TASK MATERIAL.
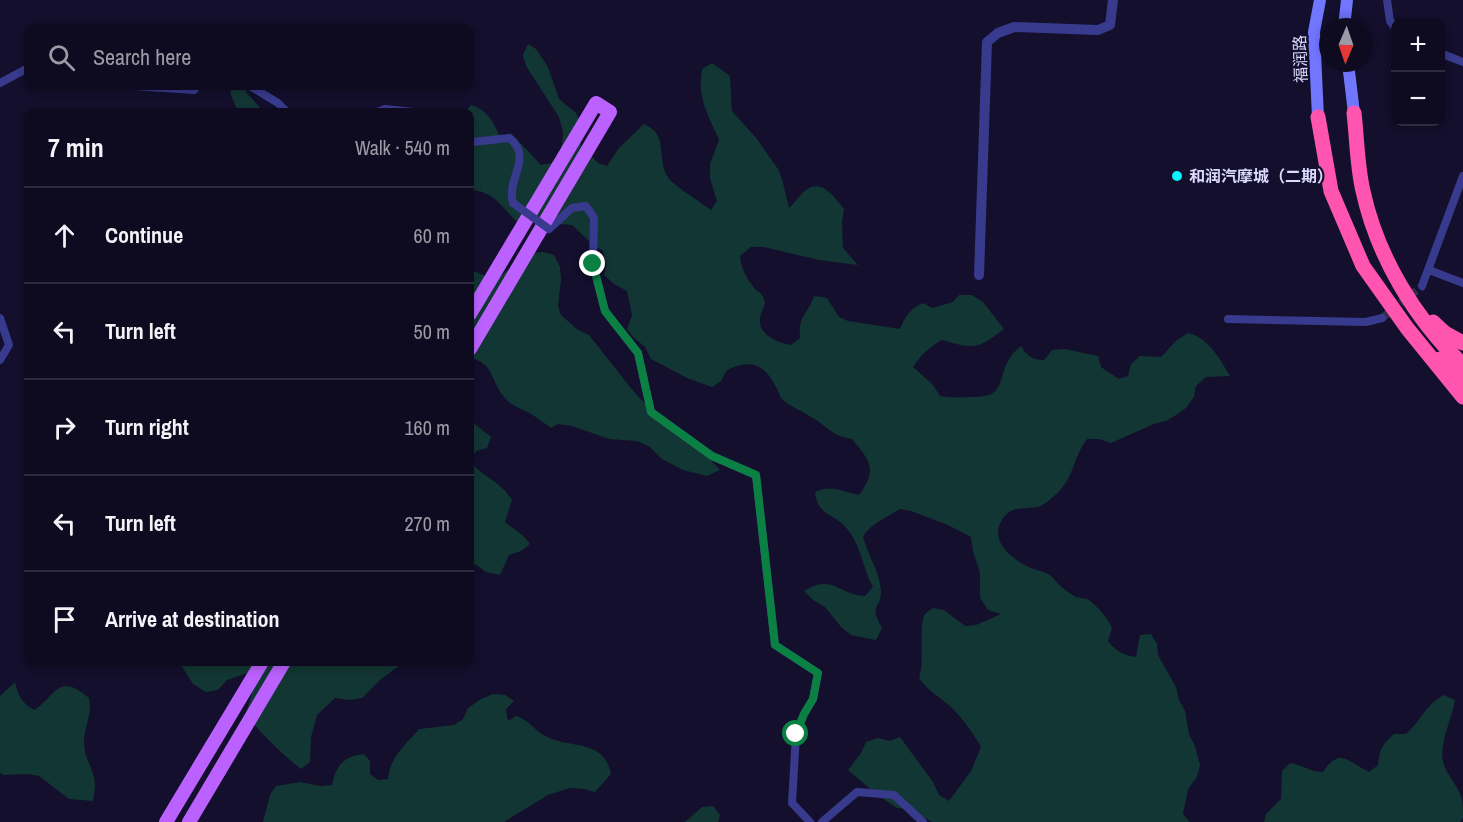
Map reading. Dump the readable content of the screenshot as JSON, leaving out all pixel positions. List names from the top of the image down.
{
  "streets": {
    "main road": ["福润路"]
  },
  "places": ["和润汽摩城（二期）"],
  "north": "bottom",
  "page": {
    "map_buttons": ["+", "−"],
    "search": "Search here",
    "heading": ["7 min", "Walk · 540 m"],
    "list": [
      ["Continue", "60 m"],
      ["Turn left", "50 m"],
      ["Turn right", "160 m"],
      ["Turn left", "270 m"],
      "Arrive at destination"
    ]
  }
}
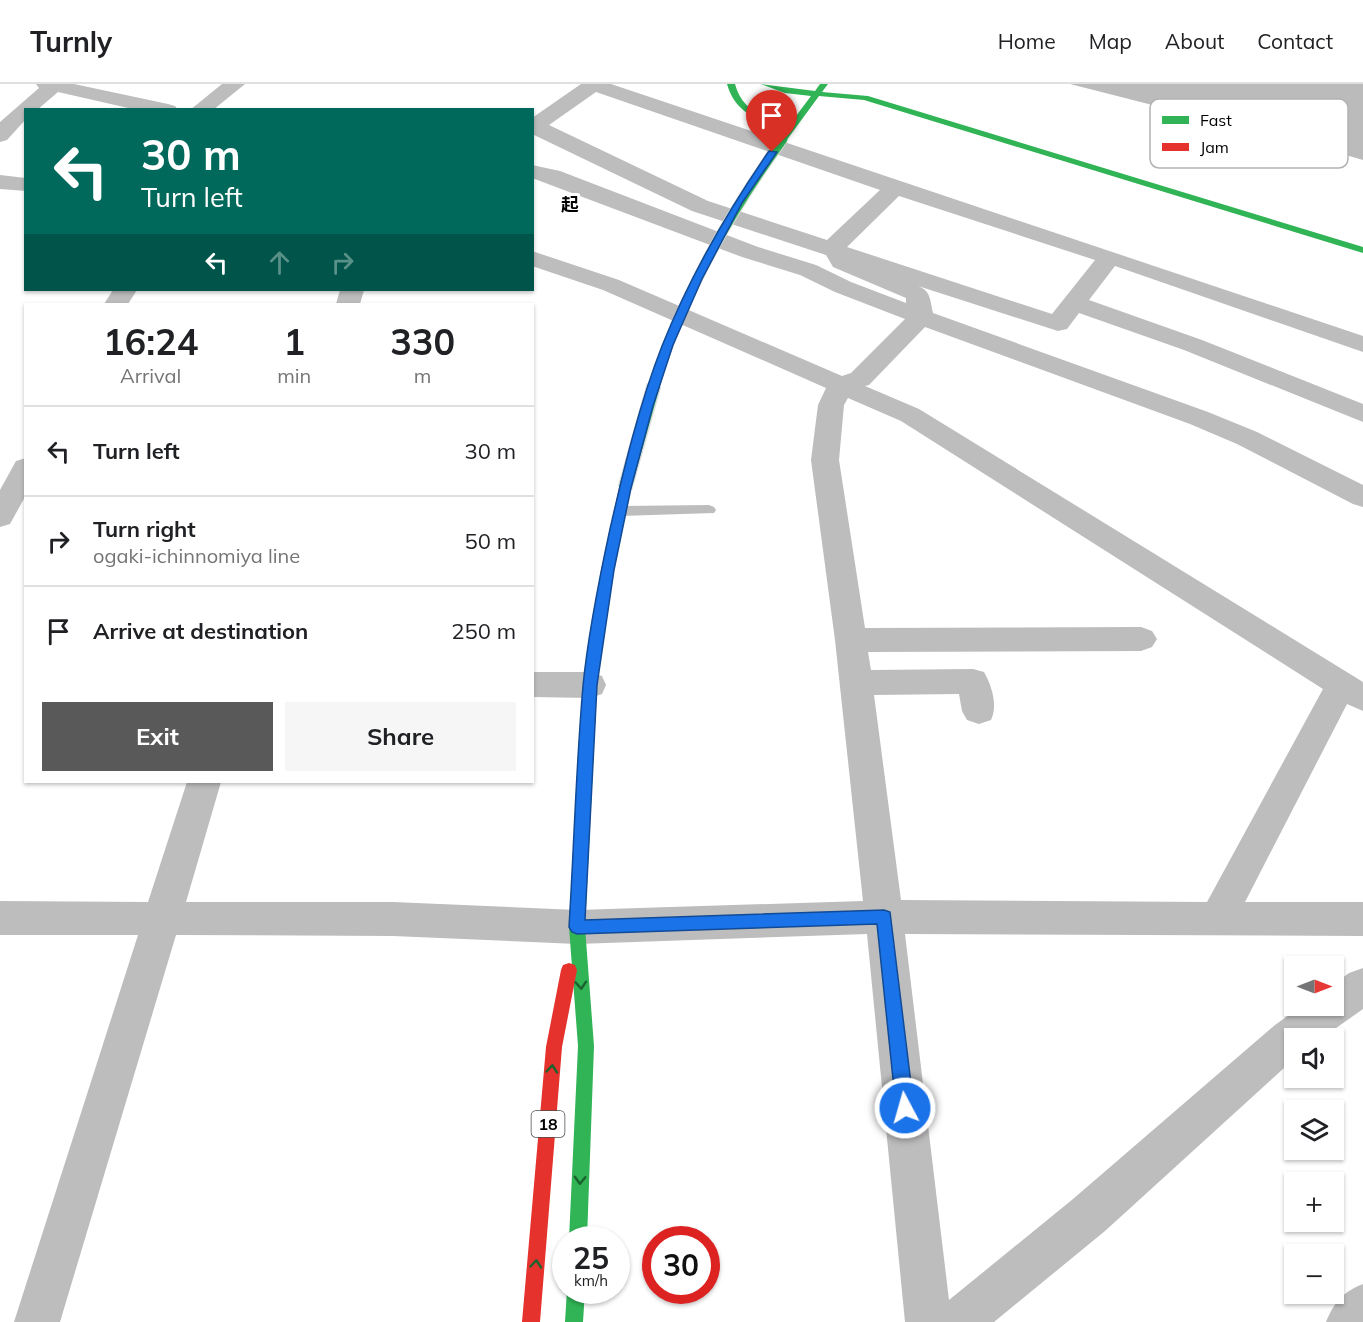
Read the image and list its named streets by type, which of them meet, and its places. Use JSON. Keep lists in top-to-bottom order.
{
  "streets": {
    "main road": ["18"]
  },
  "districts": ["起"],
  "legend": ["Fast", "Jam"],
  "north": "right",
  "page": {
    "header": "Turnly",
    "nav": [
      "Home",
      "Map",
      "About",
      "Contact"
    ],
    "turn": ["30 m", "Turn left"],
    "eta": [
      "16:24",
      "Arrival",
      "1",
      "min",
      "330",
      "m"
    ],
    "list": [
      {
        "name": "Turn left",
        "value": "30 m"
      },
      {
        "name": "Turn right",
        "note": "ogaki-ichinnomiya line",
        "value": "50 m"
      },
      {
        "name": "Arrive at destination",
        "value": "250 m"
      }
    ],
    "buttons": ["Exit", "Share"],
    "map_buttons": ["+", "−"],
    "speed": "25 km/h",
    "limit": "30"
  }
}
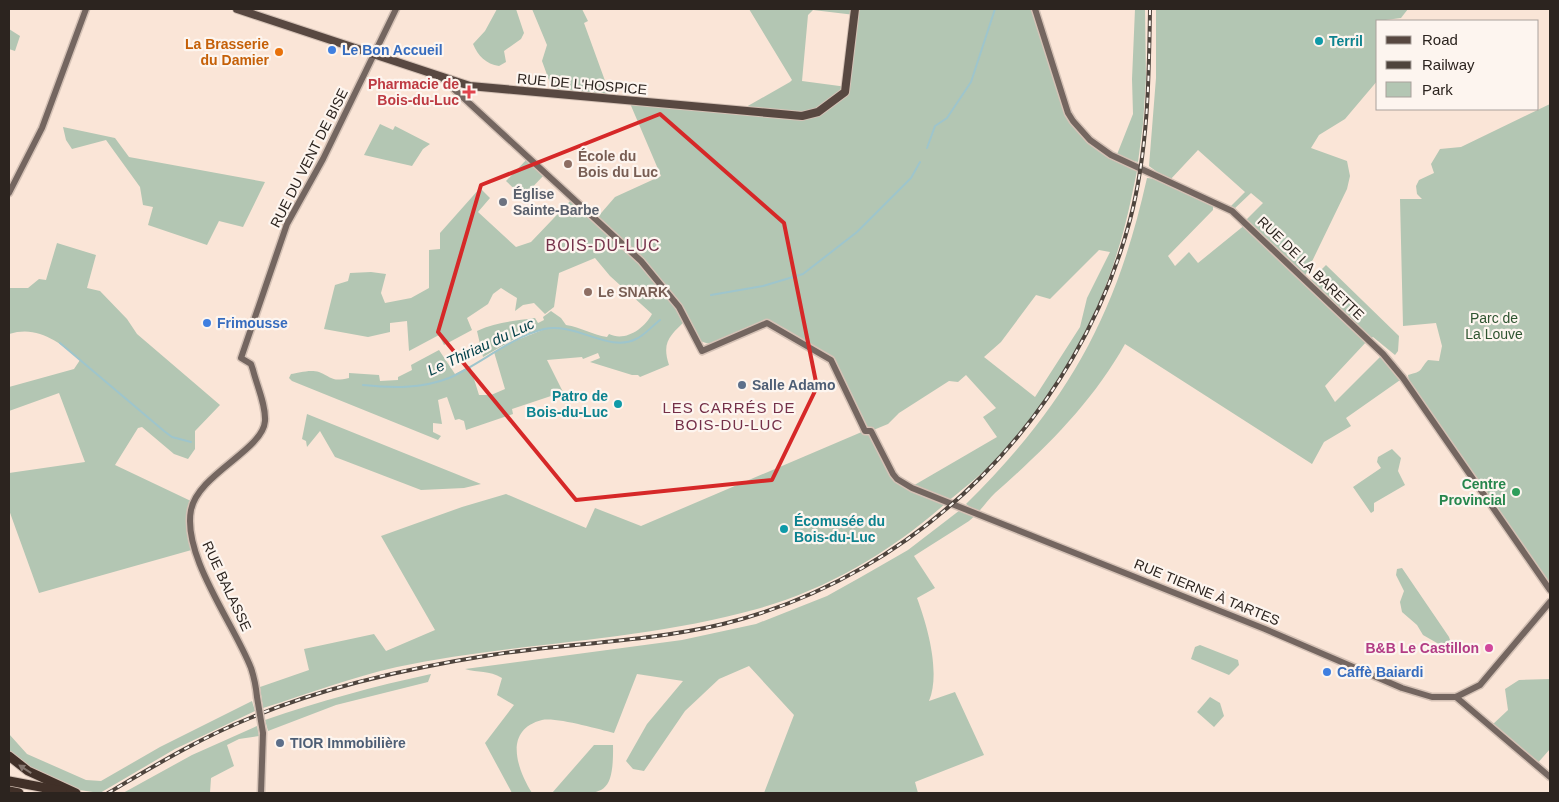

WHAT THE TASK ASKS. In the copy, leave out all pictures, and retype exactly each line from the one with "Read the image" through the last line of the entries.

ANSWER AREA.
Read the image and list its named streets by type, which of them meet, and its places. Use JSON. Keep lists in top-to-bottom order.
{
  "streets": {
    "main road": ["18"]
  },
  "districts": ["起"],
  "legend": ["Fast", "Jam"],
  "north": "right",
  "page": {
    "header": "Turnly",
    "nav": [
      "Home",
      "Map",
      "About",
      "Contact"
    ],
    "turn": ["30 m", "Turn left"],
    "eta": [
      "16:24",
      "Arrival",
      "1",
      "min",
      "330",
      "m"
    ],
    "list": [
      {
        "name": "Turn left",
        "value": "30 m"
      },
      {
        "name": "Turn right",
        "note": "ogaki-ichinnomiya line",
        "value": "50 m"
      },
      {
        "name": "Arrive at destination",
        "value": "250 m"
      }
    ],
    "buttons": ["Exit", "Share"],
    "map_buttons": ["+", "−"],
    "speed": "25 km/h",
    "limit": "30"
  }
}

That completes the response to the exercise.